Trial But No Error

Every year at ASMS we host a forensics workshop. Many of the conference attendees are from academia and industry, so we try to make sure we have practitioners on the panel for balance; this year, we had representatives from the DEA (Drug Enforcement Administration), the FDA (Food & Drug Administration) forensics labs, and the Dallas County Crime Investigation Lab – Glen Jackson (read more) provided an academic perspective on the panel. This year, much of the discussion centered around the need for the field to move forward and make use of the exciting new tools that are now available to us in forensic identification.

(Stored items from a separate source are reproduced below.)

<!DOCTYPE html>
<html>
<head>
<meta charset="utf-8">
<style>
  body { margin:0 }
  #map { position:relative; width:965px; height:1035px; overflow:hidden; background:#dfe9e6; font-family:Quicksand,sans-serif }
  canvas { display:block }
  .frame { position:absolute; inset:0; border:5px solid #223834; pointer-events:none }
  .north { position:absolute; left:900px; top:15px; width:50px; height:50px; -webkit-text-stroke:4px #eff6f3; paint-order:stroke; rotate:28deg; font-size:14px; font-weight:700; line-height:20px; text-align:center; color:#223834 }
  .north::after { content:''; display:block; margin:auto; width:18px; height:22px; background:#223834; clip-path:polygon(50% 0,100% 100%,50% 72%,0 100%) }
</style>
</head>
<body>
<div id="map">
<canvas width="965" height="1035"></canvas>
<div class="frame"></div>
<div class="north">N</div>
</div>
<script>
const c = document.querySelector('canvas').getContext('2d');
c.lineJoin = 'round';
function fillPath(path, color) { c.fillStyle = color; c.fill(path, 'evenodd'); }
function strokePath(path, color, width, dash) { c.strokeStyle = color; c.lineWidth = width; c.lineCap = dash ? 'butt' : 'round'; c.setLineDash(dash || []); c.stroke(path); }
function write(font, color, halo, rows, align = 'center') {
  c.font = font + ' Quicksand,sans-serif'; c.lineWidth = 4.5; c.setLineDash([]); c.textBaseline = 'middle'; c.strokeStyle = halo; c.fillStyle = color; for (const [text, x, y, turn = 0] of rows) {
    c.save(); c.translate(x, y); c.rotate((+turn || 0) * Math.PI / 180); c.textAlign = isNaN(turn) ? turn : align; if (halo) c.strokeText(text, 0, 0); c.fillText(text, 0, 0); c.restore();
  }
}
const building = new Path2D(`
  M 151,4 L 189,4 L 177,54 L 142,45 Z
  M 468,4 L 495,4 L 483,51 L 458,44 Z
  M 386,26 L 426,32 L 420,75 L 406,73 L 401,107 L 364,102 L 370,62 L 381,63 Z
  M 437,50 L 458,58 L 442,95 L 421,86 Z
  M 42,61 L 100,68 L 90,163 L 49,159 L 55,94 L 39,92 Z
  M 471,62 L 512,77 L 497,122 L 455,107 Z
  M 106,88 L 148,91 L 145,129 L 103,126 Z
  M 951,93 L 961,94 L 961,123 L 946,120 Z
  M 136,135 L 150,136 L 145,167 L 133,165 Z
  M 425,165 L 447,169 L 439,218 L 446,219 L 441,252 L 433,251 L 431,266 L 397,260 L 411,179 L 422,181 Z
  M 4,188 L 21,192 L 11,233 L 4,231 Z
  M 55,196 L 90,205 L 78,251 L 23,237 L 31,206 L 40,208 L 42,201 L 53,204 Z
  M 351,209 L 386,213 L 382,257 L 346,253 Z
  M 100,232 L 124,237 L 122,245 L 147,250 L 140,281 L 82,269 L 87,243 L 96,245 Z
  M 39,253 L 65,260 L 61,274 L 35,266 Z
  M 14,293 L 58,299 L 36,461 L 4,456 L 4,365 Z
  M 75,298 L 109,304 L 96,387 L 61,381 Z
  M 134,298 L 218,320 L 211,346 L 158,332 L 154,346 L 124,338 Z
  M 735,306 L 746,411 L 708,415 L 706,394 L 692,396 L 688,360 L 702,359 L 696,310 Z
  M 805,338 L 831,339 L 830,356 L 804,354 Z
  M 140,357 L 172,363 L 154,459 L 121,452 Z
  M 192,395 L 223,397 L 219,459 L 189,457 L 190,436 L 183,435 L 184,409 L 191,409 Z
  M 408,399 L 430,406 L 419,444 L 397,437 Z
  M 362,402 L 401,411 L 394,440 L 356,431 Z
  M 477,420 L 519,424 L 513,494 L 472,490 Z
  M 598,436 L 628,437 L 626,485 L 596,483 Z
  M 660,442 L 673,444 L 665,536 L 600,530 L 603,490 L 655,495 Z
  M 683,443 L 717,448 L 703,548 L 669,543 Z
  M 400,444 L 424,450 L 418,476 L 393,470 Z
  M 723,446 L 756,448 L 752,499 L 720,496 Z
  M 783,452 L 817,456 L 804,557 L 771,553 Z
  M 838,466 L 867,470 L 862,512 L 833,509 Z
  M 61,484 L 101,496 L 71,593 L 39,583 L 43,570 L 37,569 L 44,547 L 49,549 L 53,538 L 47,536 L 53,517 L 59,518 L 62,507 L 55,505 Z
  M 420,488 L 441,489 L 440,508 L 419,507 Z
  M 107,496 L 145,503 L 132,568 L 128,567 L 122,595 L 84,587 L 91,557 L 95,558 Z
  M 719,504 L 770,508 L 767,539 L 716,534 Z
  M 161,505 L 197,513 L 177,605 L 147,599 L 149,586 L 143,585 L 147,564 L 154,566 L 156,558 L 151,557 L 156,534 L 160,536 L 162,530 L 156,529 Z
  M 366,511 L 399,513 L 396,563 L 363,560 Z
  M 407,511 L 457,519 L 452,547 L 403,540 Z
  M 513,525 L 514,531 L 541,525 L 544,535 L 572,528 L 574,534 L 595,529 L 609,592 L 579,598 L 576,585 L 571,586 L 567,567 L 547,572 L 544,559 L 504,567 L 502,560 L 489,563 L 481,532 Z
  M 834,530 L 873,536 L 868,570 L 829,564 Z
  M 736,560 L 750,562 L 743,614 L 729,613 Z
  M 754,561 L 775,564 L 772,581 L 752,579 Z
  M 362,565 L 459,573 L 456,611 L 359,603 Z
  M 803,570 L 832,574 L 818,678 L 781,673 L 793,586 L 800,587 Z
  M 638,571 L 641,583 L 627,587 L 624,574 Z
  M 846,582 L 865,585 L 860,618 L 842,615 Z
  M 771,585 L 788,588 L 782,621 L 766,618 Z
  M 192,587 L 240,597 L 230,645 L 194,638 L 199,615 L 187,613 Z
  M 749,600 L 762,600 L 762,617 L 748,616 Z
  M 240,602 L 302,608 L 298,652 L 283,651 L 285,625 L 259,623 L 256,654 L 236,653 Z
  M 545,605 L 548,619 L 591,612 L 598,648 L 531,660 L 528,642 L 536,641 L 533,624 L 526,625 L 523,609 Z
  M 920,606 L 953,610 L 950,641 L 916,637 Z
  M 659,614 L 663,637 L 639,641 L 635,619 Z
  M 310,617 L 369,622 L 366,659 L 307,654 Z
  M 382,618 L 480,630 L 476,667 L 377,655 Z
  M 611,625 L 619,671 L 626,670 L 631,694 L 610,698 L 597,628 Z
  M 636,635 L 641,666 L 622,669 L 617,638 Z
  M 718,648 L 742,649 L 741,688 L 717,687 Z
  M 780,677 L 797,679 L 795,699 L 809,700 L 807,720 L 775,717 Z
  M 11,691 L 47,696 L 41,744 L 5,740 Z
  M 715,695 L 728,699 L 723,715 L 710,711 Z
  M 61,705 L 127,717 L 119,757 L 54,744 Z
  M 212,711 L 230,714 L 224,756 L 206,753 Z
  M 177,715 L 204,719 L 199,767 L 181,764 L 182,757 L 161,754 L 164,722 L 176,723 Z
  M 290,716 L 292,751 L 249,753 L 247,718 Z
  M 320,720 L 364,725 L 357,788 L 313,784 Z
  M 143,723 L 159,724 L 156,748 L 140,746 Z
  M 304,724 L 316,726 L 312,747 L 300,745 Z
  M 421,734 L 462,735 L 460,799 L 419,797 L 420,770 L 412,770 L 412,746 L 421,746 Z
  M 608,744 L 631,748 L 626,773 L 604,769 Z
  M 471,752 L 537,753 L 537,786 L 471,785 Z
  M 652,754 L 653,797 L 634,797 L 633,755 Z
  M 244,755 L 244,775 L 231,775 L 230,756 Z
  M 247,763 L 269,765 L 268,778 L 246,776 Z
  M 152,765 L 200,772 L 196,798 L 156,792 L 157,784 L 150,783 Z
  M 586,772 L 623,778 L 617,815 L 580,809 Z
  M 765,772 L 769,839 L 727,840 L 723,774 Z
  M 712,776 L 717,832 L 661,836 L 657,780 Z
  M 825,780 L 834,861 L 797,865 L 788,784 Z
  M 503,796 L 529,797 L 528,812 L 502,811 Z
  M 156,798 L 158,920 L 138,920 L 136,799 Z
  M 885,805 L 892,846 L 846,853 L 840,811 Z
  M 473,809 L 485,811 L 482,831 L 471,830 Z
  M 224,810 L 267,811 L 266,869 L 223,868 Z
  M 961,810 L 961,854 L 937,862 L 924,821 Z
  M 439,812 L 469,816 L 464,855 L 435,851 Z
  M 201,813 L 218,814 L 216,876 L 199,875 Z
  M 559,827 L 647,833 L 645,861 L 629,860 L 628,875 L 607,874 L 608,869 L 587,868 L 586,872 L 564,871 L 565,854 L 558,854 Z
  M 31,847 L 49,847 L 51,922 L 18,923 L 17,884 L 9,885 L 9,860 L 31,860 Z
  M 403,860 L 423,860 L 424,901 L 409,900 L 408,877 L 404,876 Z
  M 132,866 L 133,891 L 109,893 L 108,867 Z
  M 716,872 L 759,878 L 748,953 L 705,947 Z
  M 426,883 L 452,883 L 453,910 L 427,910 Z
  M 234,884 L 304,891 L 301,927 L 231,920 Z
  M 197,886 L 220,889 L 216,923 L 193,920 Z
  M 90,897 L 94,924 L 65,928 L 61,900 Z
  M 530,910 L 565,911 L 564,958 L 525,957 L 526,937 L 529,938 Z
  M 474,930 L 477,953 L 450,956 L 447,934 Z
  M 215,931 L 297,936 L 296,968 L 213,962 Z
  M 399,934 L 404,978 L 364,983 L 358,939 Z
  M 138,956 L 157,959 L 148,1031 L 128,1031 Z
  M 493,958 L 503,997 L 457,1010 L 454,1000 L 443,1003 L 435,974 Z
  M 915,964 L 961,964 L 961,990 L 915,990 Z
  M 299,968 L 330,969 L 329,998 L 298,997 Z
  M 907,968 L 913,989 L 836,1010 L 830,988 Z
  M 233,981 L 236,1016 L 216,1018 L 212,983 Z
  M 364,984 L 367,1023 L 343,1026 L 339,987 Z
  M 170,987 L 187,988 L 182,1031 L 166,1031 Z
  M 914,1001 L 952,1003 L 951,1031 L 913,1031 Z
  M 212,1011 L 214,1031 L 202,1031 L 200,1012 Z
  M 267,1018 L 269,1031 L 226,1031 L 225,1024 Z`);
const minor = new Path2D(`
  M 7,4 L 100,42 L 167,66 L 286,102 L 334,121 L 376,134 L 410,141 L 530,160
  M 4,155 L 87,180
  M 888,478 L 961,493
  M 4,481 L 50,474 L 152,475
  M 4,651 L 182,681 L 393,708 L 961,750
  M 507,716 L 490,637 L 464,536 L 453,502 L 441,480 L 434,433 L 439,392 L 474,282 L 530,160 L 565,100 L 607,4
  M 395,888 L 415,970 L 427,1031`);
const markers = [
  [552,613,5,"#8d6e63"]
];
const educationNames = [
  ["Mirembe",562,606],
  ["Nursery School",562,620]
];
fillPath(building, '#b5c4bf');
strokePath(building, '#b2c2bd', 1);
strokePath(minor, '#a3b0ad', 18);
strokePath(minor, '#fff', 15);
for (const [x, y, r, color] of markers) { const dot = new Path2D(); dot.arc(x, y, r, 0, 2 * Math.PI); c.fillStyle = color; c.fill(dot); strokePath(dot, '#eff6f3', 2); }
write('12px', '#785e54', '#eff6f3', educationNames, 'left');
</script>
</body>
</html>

In forensic drug analysis, GC-MS is the gold standard – and has been for a long time. When I first got to run GC-MS, I thought it was so fascinating that you can take a complicated mixture and find out everything that’s in there with very little effort. But one technique can’t do everything. For example, some designer drugs are very closely related compounds, such as ring-substituted isomers. These can be difficult to distinguish with mass spectrometry. What we don’t yet have is a measure of how confidently we have identified a drug based on a spectrum. GC-MS has been around long enough that experience dictates identification with those spectra is definitive, but there aren’t established statistical measurements to put a number to that.

This is also an issue in adoption of the exciting techniques coming up in mass spectrometry (MS), particularly in ambient mass spectrometry (AMS) – for example, DART-MS (direct analysis in real time). There’s an inertia in forensics when it comes to adoption of new technologies – and perhaps for good reasons.

First, cost has to be considered. Forensic science is largely taxpayer-funded, and nobody wants to pay taxes. In the workshop, some delegates suggested using accurate mass instruments with fragmentation – but others pointed out that no one in forensics can afford the technology required (though in the long run it saves money because it cuts back on time and labor).  In the US, the FBI has the high-resolution instruments capable of fragmentation, such as the Thermo Q Exactive, as do federal FDA labs – but state labs don’t have that kind of equipment.

The second concern when adopting new technology is validation. With these new techniques, how confident are we in the identification? Are they definitive techniques, or better suited to screening? DART has taken off in drug identification, but at the moment it can only be used as a screening technique, with GC-MS used for confirmation. Validation plays a big part – when you go to court you have to have some sense of how certain you are.

And that brings us to the third ‘barrier’ that emerged in the workshop. Forensics is unique in that it’s so applied, but the transition from academia/research into practice is challenging because our adversarial court system makes the stakes so high. Because of this there can be a big divide between those doing research, and those on the ‘frontline’ of forensics.

To the audience at ASMS, made up chiefly of academic and industrial research scientists, practitioners look very conservative (the word ‘overkill’ comes up a lot!). These researchers get understandably frustrated when their new techniques and products are adopted by other sectors, while forensics labs stick with older technology.

In contrast, practitioners may think researchers don’t appreciate the high threshold of evidence required in the courts. They admit that theirs is a conservative community, but there’s a good reason – the scientist who’s doing the analysis may at some point have to sit up on the stand and face cross-examination by hostile lawyers. They have to have ‘overkill’ data to defend themselves; in most other situations, you’re not going to have people challenging your science for the sake of it.

When we consider these factors, it’s no wonder that the field is conservative – it has to be. The ASMS workshop was a good starting point for discussing (and perhaps one day overcoming) these hurdles; it stimulated helpful conversation, and I hope the audience gained some understanding of why criteria for identification are so much more rigorous than in other disciplines or fields. But when it comes to moving things forward, does the change needs to happen in the labs or the court? The jury is out.